Milk seems innocent enough, but when you hear that it raises your insulin by 300% it's scary. Dr Lustig tackles the insulin debate, have you ever read anything by him?

Great debate guys. Love it.
Re: Protein
18 Jan 2013, 11:57
shell

I'm not convinced that this is the case:

shell wrote: I think it's been proven that even the skinniest person can be just as un-healthy as an obese one.

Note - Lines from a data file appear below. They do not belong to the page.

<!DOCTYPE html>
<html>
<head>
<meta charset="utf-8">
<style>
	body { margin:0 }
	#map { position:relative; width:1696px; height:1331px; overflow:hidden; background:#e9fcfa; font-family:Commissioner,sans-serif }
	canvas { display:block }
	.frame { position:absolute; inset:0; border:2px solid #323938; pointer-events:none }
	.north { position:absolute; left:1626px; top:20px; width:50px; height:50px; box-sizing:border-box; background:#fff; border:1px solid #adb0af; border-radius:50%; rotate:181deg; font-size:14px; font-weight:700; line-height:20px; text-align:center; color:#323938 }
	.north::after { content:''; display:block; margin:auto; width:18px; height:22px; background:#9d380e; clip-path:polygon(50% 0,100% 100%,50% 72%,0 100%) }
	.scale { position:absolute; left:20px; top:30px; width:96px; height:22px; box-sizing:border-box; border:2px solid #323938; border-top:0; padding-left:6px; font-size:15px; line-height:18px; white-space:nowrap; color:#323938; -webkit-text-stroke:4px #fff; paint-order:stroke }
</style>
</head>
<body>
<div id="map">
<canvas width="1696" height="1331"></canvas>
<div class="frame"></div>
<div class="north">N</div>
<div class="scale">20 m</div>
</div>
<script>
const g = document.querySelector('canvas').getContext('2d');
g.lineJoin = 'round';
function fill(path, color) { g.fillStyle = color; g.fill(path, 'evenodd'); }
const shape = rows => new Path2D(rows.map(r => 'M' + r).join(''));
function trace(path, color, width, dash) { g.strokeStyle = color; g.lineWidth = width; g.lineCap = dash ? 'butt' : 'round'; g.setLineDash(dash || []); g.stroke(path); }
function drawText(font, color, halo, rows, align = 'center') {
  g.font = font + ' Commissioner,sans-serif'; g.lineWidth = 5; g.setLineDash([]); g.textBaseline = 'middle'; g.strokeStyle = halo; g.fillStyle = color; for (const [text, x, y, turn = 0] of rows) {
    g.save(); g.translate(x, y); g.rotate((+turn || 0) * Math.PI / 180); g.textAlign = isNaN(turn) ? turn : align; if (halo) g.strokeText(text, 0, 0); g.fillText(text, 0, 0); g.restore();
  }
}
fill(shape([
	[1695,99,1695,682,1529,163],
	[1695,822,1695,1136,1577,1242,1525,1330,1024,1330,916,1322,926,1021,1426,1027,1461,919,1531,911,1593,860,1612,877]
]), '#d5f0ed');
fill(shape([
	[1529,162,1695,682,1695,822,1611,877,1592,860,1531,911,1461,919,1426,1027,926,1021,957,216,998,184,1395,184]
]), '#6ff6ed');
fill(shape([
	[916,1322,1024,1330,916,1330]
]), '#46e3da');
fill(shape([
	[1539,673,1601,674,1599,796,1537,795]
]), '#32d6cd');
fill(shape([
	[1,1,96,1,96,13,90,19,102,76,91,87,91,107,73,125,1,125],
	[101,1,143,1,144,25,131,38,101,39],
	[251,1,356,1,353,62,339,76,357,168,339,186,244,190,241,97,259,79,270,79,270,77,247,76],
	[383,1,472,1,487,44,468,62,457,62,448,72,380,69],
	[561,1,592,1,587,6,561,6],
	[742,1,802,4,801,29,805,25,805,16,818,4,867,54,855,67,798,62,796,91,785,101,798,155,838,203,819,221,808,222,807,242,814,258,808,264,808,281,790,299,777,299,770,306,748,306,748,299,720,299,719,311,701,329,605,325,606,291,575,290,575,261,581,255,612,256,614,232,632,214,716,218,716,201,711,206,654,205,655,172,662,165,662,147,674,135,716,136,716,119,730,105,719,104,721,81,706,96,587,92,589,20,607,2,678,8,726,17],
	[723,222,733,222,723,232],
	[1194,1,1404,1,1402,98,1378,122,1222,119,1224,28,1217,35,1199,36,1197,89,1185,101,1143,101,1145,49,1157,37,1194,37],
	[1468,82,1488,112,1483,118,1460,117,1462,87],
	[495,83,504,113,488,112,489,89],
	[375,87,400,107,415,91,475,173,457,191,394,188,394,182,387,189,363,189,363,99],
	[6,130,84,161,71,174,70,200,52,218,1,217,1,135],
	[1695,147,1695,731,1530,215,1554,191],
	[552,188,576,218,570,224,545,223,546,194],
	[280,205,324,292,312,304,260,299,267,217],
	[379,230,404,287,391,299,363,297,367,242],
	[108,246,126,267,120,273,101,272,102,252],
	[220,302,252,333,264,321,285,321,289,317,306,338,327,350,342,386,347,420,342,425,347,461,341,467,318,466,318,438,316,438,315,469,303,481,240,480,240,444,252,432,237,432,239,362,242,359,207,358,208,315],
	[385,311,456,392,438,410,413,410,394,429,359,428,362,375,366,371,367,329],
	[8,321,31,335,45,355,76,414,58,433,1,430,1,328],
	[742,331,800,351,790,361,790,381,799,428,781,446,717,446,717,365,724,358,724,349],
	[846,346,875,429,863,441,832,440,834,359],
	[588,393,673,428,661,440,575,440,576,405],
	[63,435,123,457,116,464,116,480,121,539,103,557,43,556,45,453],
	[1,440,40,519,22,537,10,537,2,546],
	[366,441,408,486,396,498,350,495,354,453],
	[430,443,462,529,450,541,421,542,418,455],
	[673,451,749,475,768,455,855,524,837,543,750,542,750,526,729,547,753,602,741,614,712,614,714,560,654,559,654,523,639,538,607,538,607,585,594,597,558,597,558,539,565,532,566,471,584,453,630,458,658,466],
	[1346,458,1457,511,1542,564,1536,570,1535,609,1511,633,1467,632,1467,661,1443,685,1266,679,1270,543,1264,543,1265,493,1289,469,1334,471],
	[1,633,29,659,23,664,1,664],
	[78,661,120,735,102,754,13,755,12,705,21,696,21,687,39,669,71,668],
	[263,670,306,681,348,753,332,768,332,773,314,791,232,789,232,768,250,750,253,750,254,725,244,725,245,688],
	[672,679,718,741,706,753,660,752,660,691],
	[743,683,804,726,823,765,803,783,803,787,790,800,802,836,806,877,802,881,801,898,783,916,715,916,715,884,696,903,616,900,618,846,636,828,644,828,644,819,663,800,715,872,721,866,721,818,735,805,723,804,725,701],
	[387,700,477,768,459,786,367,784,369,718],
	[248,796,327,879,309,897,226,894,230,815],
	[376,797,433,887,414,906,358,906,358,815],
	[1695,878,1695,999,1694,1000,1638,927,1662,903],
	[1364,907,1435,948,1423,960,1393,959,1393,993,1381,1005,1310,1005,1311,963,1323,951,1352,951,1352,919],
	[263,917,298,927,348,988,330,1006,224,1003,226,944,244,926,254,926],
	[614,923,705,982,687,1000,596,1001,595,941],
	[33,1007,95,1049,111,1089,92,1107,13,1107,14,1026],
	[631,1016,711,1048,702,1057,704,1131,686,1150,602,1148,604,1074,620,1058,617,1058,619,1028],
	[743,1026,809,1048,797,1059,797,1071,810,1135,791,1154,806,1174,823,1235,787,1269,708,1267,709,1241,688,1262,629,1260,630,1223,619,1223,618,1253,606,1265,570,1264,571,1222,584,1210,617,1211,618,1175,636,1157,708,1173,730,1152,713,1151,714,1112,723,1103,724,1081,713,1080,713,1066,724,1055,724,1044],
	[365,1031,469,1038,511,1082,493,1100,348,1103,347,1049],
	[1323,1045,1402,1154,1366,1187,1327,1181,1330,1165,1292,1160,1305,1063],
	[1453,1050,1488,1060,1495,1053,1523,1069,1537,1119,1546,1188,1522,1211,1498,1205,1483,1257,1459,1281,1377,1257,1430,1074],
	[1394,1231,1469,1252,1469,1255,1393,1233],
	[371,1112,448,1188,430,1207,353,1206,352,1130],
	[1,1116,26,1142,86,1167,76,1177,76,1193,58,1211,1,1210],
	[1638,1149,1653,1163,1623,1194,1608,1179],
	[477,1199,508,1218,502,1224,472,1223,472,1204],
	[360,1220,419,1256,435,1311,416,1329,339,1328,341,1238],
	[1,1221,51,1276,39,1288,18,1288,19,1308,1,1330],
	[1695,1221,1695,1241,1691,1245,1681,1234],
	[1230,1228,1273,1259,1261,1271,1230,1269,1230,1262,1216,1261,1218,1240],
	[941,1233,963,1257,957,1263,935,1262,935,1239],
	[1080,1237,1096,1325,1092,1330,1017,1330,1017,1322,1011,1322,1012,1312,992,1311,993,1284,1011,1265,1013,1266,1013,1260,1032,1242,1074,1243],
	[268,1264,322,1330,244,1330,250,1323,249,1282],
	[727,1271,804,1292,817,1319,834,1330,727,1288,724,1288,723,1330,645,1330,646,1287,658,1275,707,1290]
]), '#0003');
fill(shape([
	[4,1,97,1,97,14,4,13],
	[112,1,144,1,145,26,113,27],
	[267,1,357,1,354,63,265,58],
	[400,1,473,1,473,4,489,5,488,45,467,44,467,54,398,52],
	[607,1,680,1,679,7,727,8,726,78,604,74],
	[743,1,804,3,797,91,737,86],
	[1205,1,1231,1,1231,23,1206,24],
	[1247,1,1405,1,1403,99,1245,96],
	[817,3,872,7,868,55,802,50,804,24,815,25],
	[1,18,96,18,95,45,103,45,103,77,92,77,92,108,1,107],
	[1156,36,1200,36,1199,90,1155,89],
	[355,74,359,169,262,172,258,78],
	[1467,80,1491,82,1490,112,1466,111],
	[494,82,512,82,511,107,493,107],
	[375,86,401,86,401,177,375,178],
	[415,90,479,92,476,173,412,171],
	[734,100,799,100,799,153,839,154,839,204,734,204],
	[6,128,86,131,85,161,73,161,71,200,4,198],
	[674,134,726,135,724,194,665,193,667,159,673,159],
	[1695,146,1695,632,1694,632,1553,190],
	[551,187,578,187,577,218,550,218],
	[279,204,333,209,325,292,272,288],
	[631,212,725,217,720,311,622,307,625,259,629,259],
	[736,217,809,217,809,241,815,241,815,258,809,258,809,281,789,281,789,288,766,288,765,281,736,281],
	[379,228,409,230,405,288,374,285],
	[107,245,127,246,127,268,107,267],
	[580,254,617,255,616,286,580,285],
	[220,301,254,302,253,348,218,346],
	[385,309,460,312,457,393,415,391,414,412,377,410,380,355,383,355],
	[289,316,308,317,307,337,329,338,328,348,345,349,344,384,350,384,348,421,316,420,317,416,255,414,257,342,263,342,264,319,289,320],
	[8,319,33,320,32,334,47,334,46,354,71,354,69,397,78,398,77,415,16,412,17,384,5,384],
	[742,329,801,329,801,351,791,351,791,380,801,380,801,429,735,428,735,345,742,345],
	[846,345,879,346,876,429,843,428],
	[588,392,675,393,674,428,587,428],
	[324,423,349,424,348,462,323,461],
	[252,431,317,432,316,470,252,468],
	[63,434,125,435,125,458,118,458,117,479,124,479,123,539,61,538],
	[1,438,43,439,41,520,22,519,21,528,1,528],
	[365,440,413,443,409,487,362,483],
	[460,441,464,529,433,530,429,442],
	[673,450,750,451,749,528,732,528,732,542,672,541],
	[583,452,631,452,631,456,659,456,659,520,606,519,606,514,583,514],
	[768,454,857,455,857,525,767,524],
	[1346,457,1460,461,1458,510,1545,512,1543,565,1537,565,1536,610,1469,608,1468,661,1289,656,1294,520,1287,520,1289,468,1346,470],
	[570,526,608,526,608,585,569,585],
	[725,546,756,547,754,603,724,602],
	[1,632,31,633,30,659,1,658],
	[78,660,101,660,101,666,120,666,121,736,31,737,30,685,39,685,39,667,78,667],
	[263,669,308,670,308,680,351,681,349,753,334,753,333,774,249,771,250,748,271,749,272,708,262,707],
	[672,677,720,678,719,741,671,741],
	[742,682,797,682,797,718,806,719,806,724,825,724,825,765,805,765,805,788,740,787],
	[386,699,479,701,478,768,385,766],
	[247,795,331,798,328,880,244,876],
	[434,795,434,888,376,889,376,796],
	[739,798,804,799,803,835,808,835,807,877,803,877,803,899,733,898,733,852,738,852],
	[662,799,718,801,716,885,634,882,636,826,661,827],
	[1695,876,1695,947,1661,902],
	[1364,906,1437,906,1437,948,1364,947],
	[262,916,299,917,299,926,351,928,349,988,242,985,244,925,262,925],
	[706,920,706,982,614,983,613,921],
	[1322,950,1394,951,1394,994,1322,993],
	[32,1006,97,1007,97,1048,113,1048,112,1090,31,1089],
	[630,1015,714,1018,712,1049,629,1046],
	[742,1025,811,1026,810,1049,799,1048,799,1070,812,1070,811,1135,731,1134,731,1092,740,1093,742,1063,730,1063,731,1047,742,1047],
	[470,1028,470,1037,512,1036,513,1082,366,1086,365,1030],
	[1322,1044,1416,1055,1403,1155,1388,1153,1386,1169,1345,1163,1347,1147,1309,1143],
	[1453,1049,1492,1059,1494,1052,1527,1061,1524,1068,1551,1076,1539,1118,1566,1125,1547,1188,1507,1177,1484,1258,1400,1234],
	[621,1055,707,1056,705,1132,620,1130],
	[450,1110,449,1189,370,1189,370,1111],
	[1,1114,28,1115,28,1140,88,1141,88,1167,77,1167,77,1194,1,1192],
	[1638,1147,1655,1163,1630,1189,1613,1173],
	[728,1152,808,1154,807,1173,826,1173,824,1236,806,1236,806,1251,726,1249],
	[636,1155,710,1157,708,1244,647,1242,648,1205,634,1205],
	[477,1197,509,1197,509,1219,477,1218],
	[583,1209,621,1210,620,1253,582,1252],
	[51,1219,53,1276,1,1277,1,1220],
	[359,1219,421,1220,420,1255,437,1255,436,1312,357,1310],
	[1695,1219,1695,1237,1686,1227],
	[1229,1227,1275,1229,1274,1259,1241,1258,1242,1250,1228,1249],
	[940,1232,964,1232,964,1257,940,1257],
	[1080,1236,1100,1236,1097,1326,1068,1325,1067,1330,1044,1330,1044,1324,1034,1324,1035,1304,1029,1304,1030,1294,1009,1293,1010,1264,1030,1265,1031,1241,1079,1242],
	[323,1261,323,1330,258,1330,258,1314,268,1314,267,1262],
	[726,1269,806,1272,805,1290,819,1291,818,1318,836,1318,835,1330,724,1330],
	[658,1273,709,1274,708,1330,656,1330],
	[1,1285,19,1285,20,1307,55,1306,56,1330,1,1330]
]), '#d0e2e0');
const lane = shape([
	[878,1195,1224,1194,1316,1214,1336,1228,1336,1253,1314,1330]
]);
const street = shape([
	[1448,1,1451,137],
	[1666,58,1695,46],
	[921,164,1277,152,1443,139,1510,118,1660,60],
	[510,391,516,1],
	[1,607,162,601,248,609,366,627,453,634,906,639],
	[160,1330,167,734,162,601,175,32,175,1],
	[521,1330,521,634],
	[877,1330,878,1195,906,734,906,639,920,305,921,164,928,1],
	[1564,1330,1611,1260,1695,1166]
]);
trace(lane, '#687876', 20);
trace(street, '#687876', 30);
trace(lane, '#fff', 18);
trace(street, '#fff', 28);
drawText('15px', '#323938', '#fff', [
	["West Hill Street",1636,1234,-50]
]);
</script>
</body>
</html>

But that is just my opinion.

I think that most normal weight people are healthier and less prone to disease. You do get the exception however obesity almost guarantees ill health.
Re: Protein
18 Jan 2013, 12:07
Look up visceral fat, it's fascinating. 'The men who made us fat' also has great info on this. There is a link to the show on the resources page of this forum.

Also you have to look at Dr Mosley's results on the Horizon prog, he was very unhealthy (blood work), but not that overweight.
Re: Protein
18 Jan 2013, 12:45
He may not have been that overweight but he was 13.5 stone and lost 20 lbs doing IF so i don't think he passes as skinny.

Visceral fat shows up on the weighing scales too :)
Re: Protein
18 Jan 2013, 13:08
The reporter on 'The men who made us fat' was not fat in any way.

It is not just how much we eat but what we eat.
Re: Protein
18 Jan 2013, 13:19
Jacques Peretti was the reporter on 'The men who made us fat', not Dr Mosley. He has fat around the face - compare David Coulthard.
Re: Protein
18 Jan 2013, 13:41
If you read my post I made the distinction between Dr Mosley and the reporter from 'The men who made us fat'.
Re: Protein
18 Jan 2013, 19:24
I've watched the programmes and they are very interesting. I'm not sure if the case studies in these programmes are representative or not. However research still suggests that normal weight is the greatest predictor of health.